Por exemplo, no momento em que escrevo essas linhas, é quinta-feira, no caso ontem, caso você esteja agarrado no jornal de sexta. São 16h25min. Eu estava louco para assistir Aurora 1964, mas não fui. A sessão ocorreu às 14h30min. Não fui porque tinha que escrever este texto, este mesmo que você está lendo e achei que não daria tempo. Agora, já percebi que dava tempo, mas criei uma desculpa.

Na quarta-feira, também, num feriado de sol radiante, eu estava ansiado para assistir Yoñlu, mas não fui. Justifiquei a mim mesmo que havia acordado tarde e não sei mais o que lá. Nem eu consigo me convencer. À noite, a sessão de Bio, de Carlos Gerbase, foi indicada diretamente pelo meu amigo Zeca Brito, que disse que eu teria de assistir àquela obra. Mas também não fui. Não lembro ao certo por que. Ainda bem que o Zeca não lê meus textos, só lê os títulos e me critica.

O tempo não está ajudando nesta quinta-feira, mas para quem usa tudo como desculpa, é quase uma sentença. Na sexta-feira, vai fazer sol e eu prometo minha presença. Talvez você esteja com um exemplar do MINUANO lendo ao meu lado, em Santa Thereza, e poderá atestar tal fato. Caso não me conheça, procure pelo jovem judiado de cabelos grisalhos.
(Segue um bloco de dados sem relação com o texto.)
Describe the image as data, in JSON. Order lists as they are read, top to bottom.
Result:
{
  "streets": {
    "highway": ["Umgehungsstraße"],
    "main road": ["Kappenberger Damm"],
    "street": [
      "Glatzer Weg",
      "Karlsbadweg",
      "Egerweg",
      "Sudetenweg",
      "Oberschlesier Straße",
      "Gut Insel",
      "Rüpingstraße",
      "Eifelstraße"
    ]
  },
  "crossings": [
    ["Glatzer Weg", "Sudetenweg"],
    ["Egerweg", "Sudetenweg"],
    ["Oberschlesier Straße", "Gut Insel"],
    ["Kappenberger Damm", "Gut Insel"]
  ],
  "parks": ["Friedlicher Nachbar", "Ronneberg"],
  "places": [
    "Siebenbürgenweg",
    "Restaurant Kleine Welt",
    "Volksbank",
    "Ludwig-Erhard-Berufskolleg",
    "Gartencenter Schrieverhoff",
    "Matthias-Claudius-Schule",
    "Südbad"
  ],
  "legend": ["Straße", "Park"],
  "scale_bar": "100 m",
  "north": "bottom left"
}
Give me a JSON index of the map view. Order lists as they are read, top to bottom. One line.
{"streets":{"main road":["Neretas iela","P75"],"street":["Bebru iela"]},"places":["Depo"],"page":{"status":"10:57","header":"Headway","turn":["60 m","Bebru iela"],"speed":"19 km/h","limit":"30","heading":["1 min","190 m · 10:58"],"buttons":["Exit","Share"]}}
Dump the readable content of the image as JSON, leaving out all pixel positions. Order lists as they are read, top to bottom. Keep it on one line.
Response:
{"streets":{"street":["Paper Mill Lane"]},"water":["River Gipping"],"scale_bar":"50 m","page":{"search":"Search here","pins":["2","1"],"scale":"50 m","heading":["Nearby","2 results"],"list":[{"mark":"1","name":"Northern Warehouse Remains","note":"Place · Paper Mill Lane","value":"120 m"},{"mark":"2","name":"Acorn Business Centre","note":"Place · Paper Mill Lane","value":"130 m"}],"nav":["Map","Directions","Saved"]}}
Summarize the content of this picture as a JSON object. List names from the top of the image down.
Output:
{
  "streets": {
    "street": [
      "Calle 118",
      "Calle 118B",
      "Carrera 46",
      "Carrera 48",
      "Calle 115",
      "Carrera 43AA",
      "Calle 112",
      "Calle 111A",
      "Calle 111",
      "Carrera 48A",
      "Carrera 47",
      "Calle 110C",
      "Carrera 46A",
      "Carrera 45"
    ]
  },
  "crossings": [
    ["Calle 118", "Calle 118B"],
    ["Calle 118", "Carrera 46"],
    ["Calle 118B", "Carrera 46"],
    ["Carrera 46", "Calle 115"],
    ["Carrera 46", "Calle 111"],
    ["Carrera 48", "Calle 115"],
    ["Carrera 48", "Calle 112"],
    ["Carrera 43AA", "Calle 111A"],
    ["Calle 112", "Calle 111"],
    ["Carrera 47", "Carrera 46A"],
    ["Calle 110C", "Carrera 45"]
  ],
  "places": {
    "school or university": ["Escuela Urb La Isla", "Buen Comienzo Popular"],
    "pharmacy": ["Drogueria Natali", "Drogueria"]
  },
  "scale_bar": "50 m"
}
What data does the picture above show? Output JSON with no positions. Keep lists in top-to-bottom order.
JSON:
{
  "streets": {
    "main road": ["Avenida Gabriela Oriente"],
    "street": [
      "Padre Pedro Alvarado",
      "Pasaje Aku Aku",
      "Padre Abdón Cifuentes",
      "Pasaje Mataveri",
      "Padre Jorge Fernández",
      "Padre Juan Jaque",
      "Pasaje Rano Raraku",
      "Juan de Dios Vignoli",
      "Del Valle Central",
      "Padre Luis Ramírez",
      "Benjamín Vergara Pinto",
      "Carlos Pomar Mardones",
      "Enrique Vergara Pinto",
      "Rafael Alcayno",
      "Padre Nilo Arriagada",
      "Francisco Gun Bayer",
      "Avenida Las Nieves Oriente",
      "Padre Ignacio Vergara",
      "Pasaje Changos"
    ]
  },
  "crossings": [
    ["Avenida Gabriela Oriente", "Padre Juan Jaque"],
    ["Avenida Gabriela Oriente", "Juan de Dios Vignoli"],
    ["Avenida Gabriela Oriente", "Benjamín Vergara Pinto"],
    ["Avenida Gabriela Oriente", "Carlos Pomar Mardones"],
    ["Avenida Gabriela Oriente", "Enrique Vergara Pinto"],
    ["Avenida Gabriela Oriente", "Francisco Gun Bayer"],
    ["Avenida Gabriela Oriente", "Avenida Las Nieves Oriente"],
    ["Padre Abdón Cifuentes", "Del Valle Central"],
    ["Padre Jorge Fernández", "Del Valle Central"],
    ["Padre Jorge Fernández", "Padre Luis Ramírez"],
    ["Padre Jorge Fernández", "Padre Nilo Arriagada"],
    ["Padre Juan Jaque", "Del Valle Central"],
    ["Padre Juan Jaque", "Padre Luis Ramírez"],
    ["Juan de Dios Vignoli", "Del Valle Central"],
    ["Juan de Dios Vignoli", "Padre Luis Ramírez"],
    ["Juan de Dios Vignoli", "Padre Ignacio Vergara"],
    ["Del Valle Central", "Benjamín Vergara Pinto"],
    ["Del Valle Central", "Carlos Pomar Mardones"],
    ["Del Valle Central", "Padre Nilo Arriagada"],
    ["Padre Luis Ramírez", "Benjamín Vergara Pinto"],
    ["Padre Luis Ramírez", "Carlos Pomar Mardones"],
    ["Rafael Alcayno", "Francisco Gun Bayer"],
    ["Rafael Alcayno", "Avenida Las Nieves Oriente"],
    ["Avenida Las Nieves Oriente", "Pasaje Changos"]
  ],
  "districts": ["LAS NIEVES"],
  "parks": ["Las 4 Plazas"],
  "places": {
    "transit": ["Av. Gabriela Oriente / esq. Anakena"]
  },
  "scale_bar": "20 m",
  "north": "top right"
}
Tem uma foto ali em cima, no cabeçalho.

Fato é que, assim como eu, muitas pessoas também criam desculpas para não sair do lugar. Seja muito sol ou muita chuva, estamos sempre tentando criar uma barreira que nos mantenha nessa inércia. Hoje, é sexta-feira, ainda não fui ao Festival Internacional de Cinema da Fronteira, mas eu irei. E você, por favor, faça como eu e compareça. Não crie desculpas e aproveite essa grande oportunidade cultural que nos brinda em todos os novembros em Bagé.